Task directions. Every line of the material needs an exact copy, apart from the images.

#####

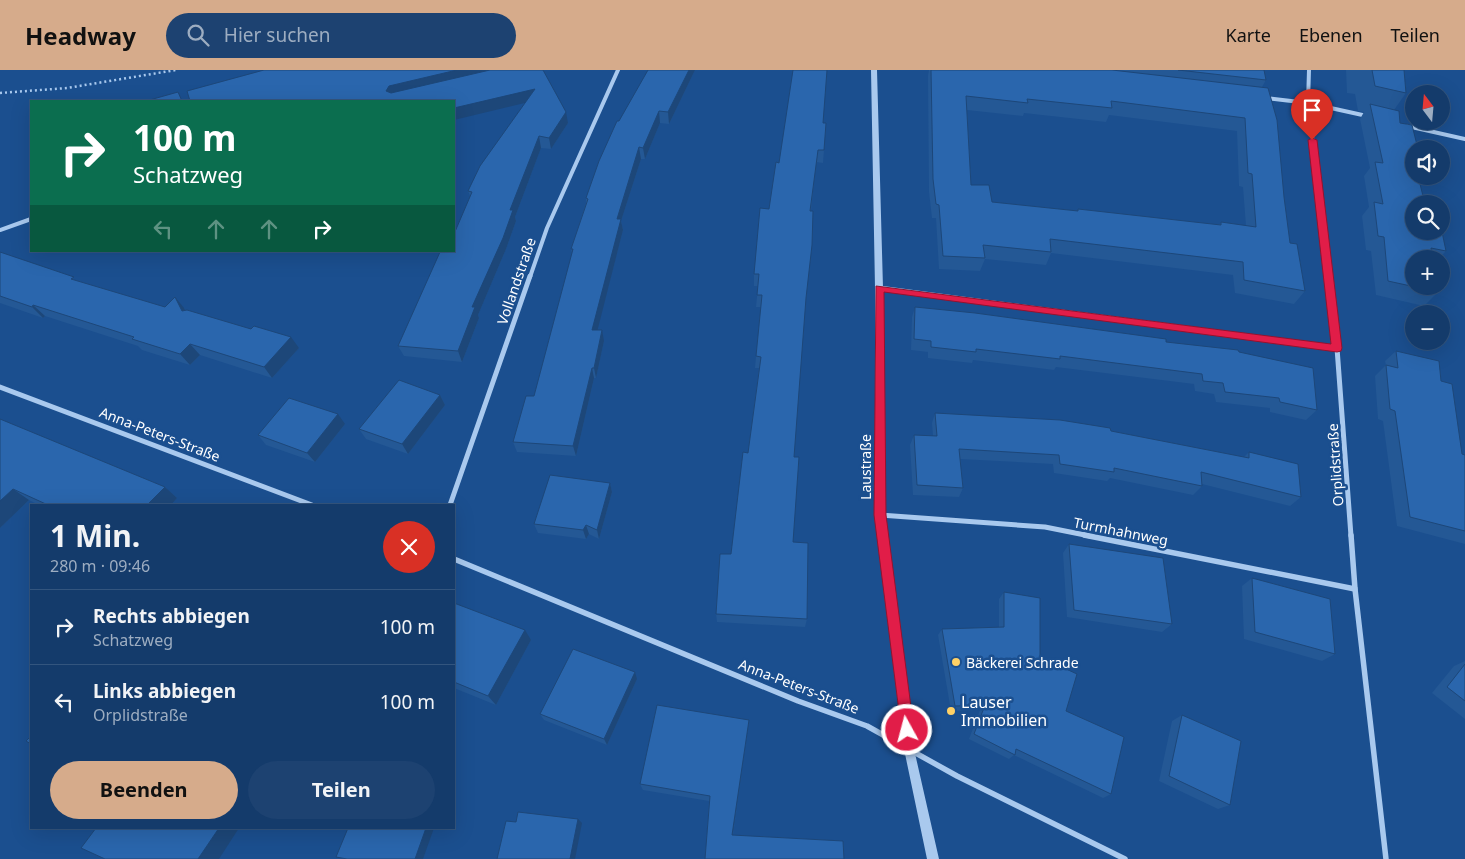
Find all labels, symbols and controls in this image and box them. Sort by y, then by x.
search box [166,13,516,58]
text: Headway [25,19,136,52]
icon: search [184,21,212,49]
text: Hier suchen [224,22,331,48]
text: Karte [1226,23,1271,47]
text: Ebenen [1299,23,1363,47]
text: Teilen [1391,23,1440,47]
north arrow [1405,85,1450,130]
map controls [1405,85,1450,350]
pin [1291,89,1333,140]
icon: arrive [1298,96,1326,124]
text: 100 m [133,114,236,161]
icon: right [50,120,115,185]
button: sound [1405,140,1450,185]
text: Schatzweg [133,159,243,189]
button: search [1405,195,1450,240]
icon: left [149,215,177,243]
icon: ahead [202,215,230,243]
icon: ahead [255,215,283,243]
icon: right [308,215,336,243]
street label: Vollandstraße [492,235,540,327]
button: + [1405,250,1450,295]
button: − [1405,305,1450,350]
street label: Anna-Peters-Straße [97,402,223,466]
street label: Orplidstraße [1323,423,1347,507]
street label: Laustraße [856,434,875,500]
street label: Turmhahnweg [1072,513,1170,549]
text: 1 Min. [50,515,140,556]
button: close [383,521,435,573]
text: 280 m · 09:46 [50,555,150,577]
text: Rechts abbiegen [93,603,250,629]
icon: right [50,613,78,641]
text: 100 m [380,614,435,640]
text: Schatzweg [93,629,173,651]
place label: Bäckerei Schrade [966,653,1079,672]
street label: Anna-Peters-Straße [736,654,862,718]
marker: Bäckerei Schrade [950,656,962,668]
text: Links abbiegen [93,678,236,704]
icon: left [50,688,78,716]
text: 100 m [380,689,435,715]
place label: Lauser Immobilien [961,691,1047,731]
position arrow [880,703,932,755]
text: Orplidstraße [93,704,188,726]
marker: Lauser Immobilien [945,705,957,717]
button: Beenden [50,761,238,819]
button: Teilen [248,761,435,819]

#####

Solution for this problem.
Find all labels, symbols and controls in this image and box them. Sort by y, then by x.
search box [166,13,516,58]
text: Headway [25,19,136,52]
icon: search [184,21,212,49]
text: Hier suchen [224,22,331,48]
text: Karte [1226,23,1271,47]
text: Ebenen [1299,23,1363,47]
text: Teilen [1391,23,1440,47]
north arrow [1405,85,1450,130]
map controls [1405,85,1450,350]
pin [1291,89,1333,140]
icon: arrive [1298,96,1326,124]
text: 100 m [133,114,236,161]
icon: right [50,120,115,185]
button: sound [1405,140,1450,185]
text: Schatzweg [133,159,243,189]
button: search [1405,195,1450,240]
icon: left [149,215,177,243]
icon: ahead [202,215,230,243]
icon: ahead [255,215,283,243]
icon: right [308,215,336,243]
street label: Vollandstraße [492,235,540,327]
button: + [1405,250,1450,295]
button: − [1405,305,1450,350]
street label: Anna-Peters-Straße [97,402,223,466]
street label: Orplidstraße [1323,423,1347,507]
street label: Laustraße [856,434,875,500]
street label: Turmhahnweg [1072,513,1170,549]
text: 1 Min. [50,515,140,556]
button: close [383,521,435,573]
text: 280 m · 09:46 [50,555,150,577]
text: Rechts abbiegen [93,603,250,629]
icon: right [50,613,78,641]
text: 100 m [380,614,435,640]
text: Schatzweg [93,629,173,651]
place label: Bäckerei Schrade [966,653,1079,672]
street label: Anna-Peters-Straße [736,654,862,718]
marker: Bäckerei Schrade [950,656,962,668]
text: Links abbiegen [93,678,236,704]
icon: left [50,688,78,716]
text: 100 m [380,689,435,715]
place label: Lauser Immobilien [961,691,1047,731]
position arrow [880,703,932,755]
text: Orplidstraße [93,704,188,726]
marker: Lauser Immobilien [945,705,957,717]
button: Beenden [50,761,238,819]
button: Teilen [248,761,435,819]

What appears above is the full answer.